Provided entries START

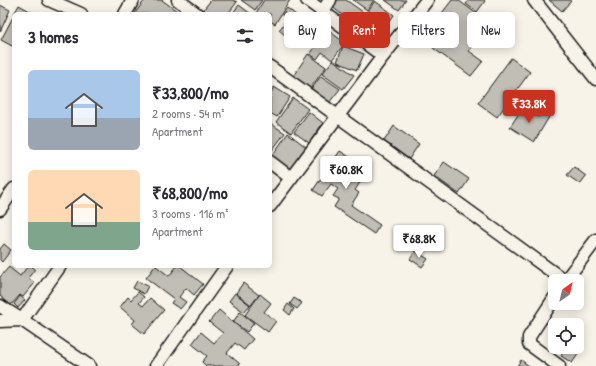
<!DOCTYPE html>
<meta charset="utf-8">
<style>
:root{--surface:#fff;--page:#f2f2f3;--text:#2b2b33;--muted:#7c7c81;--accent:#c8321e}
body{margin:0;font-family:"Patrick Hand",sans-serif;background:var(--page);color:var(--text);height:100vh;display:flex;flex-direction:column;font-size:15px;white-space:nowrap}
*{box-sizing:border-box;margin:0}
p{font-size:13px;color:var(--muted)}
.icon{flex:none;width:22px;height:22px;fill:none;stroke:currentColor;stroke-width:2;stroke-linecap:round;stroke-linejoin:round}
.map{position:relative;flex:1;overflow:hidden}
.details{position:absolute;left:12px;top:12px;width:260px;height:256px;display:flex;flex-direction:column;background:var(--surface);border-radius:6px;box-shadow:0 2px 10px #0003}
.details>*{flex:none}
.guide{position:absolute;left:284px;top:12px;width:252px;height:36px;display:flex;gap:8px}
.needle{width:26px;rotate:34deg}
.buttons{position:absolute;left:548px;top:274px;display:grid;gap:8px}
.buttons a{display:grid;place-items:center;width:36px;height:36px;border-radius:6px;background:var(--surface);box-shadow:0 2px 10px #0003;font-size:20px}
.price{position:absolute;translate:-50% -34px;padding:0 9px;border-radius:4px;background:#fff;color:#222;font-size:13px;line-height:26px;filter:drop-shadow(0 1px 2px #0008)}
.price::after{content:'';position:absolute;left:50%;top:24px;width:12px;height:9px;margin-left:-6px;background:inherit;clip-path:polygon(0 0,100% 0,50% 100%)}
.price.active{background:var(--accent);color:#fff}
ul{padding:0;list-style:none}
li{display:flex;align-items:center;gap:12px;height:100px;padding:0 16px}
li span{display:grid;place-items:center;flex:none;width:112px;height:80px;border-radius:6px;color:#555}
li>.icon{margin-inline-start:auto}
span .icon{width:48px;height:48px;fill:#fffc;stroke-width:1}
li b{font-size:17px}
h2{display:flex;justify-content:space-between;align-items:center;height:48px;padding:0 16px;font-size:17px}
.chip{padding:0 14px;border-radius:6px;background:var(--surface);box-shadow:0 2px 10px #0003;font-size:14px;line-height:36px}
.chip.active{background:var(--accent);color:#fff}
.map>svg:first-child{display:block}
.building{fill:#c0beb5;stroke:#1c1c1c}
.lines{fill:none;stroke-linecap:round;stroke-linejoin:round}
.minor-casing{stroke:#1c1c1c;stroke-width:15}
.minor{stroke:#f7f3e8;stroke-width:12}
</style>
<div class="map">
<svg width="596" height="366" viewBox="0 0 596 366">
<rect width="100%" height="100%" fill="#f7f3e8"/>
<filter id="ink" filterUnits="userSpaceOnUse"><feTurbulence type="fractalNoise" baseFrequency=".025" numOctaves="2"/><feDisplacementMap in="SourceGraphic" scale="8" xChannelSelector="R" yChannelSelector="G"/><feConvolveMatrix kernelMatrix="1 2 1 2 8 2 1 2 1" color-interpolation-filters="sRGB"/></filter>
<g filter="url(#ink)">
<path class="building" d="M145,0H162L181,14H137L135,13Z
M211,0H233L237,2L228,14H209L203,10Z
M241,0H262L255,10Z
M264,0H290L275,24L270,21V14H259L256,13Z
M336,0H346L363,12L354,24L331,6Z
M353,0H374L367,10Z
M385,0H406L399,10Z
M452,0H458L485,20L481,25L486,29L469,51L483,61L471,76L433,48L440,38L429,30Z
M469,0H484L485,1L477,12L466,4Z
M549,0H569L571,1L562,11Z
M375,1L394,15L376,40L357,26Z
M0,5L10,10L0,32Z
M19,5L35,14H14Z
M239,5L251,14H232Z
M287,8L305,22L291,40L279,30L288,19L282,15Z
M14,15V47L1,40Z
M328,30L345,43L332,60L322,52L317,59L310,54Z
M343,46L364,54L357,70L337,62Z
M308,54L326,67L309,90L292,78Z
M511,58L530,72L497,117L478,103Z
M333,60L354,75L343,89L322,74Z
M321,76L340,89L328,104L310,91Z
M274,87L290,97L277,117L270,113V94Z
M293,98L308,109L291,133L276,122Z
M523,107L539,117L541,112L549,117L534,142L510,127Z
M309,112L323,123L309,143L294,132Z
M270,123L285,133L270,153Z
M394,126L419,144L409,159L384,141Z
M288,133L306,147L290,169L272,156Z
M340,151L351,158L347,163L365,175L355,190L359,193L351,205L380,225L374,234L334,207L339,199L333,196L338,189L331,184L322,196L313,190Z
M444,162L469,179L459,194L434,176Z
M574,167L586,176L580,184L567,175Z
M4,244L11,250L2,262L0,260V249Z
M416,251L428,259L422,267L410,259Z
M28,266H31L35,269L28,278L35,283L23,297L20,295L11,305L0,296V277L9,267L20,276Z
M155,266H156L169,276L177,266H180L203,284L194,295L186,288L179,297L186,302L180,309L171,303L174,299L146,278Z
M137,281L148,286L144,294L133,288Z
M243,283L259,295L251,305L236,293Z
M138,292L144,297L139,303L143,306L150,298L164,310L144,334L132,324L135,320L120,307L128,297L131,300Z
M235,293L250,305L244,312L229,301Z
M260,294L271,303L264,312L276,321L268,332L245,315Z
M20,296L25,300L18,308L14,304Z
M294,298L302,303L297,309L290,304Z
M288,304L294,309L290,315L284,310Z
M219,310L253,339L244,350L235,343L227,353L240,364L238,366H206L202,362L207,356L192,344L201,332L214,343L223,333L209,322Z
M240,312L254,323L247,332L233,322Z
M566,347H577L581,350L572,363L561,356Z
M521,360L529,366H517Z"/>
<g class="lines">
<g class="minor-casing">
<path id="minor" d="M49,0L81,14
M178,0L197,14
M307,0L383,56L427,0
M534,0L596,79
M323,11L330,0
M125,14L133,0
M270,67L565,281
M270,162L291,178
M270,206L383,56
M0,209L14,189
M565,281L596,240
M555,297L529,337V344L559,366
M0,306L22,320L60,266
M0,321L22,320L89,366
M156,366L227,266"/>
</g>
<use href="#minor" class="minor"/>
</g>
</g>
</svg>
<div class="buttons">
<a><svg class="needle" viewBox="-14 -14 28 28"><path d="M0-13l5 13h-10z" fill="#e53935"/><path d="M0 13l5-13h-10z" fill="#7c7c81"/></svg></a>
<a><svg class="icon" aria-label="locate" viewBox="0 0 24 24"><circle cx="12" cy="12" r="6"/><path d="M12 2v4M12 18v4M2 12h4M18 12h4"/></svg></a>
</div>
<b class="price active" style="left:529px;top:124px">₹33.8K</b>
<b class="price" style="left:346px;top:190px">₹60.8K</b>
<b class="price" style="left:419px;top:259px">₹68.8K</b>
<div class="guide">
<a class="chip">Buy</a>
<a class="chip active">Rent</a>
<a class="chip">Filters</a>
<a class="chip">New</a>
</div>
<section class="details">
<h2>3 homes<svg class="icon" aria-label="filters" viewBox="0 0 24 24"><path d="M4 7h16M4 17h16"/><circle cx="9" cy="7" r="2"/><circle cx="15" cy="17" r="2"/></svg></h2>
<ul>
<li><span style="background:linear-gradient(#a9c7e8 60%,#9aa5b1 0)"><svg class="icon" aria-label="home" viewBox="0 0 24 24"><path d="M3 11l9-7 9 7M6 9v11h12V9"/></svg></span><div><b>₹33,800/mo</b><p>2 rooms · 54 m²</p><p>Apartment</p></div></li>
<li><span style="background:linear-gradient(#ffd9b3 65%,#7fa58c 0)"><svg class="icon" aria-label="home" viewBox="0 0 24 24"><path d="M3 11l9-7 9 7M6 9v11h12V9"/></svg></span><div><b>₹68,800/mo</b><p>3 rooms · 116 m²</p><p>Apartment</p></div></li>
</ul>
</section>
</div>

Provided entries END

**Your objective**
Once every line of the material holding the word "items" has been counted, report the total and nothing more.

**Response area**
4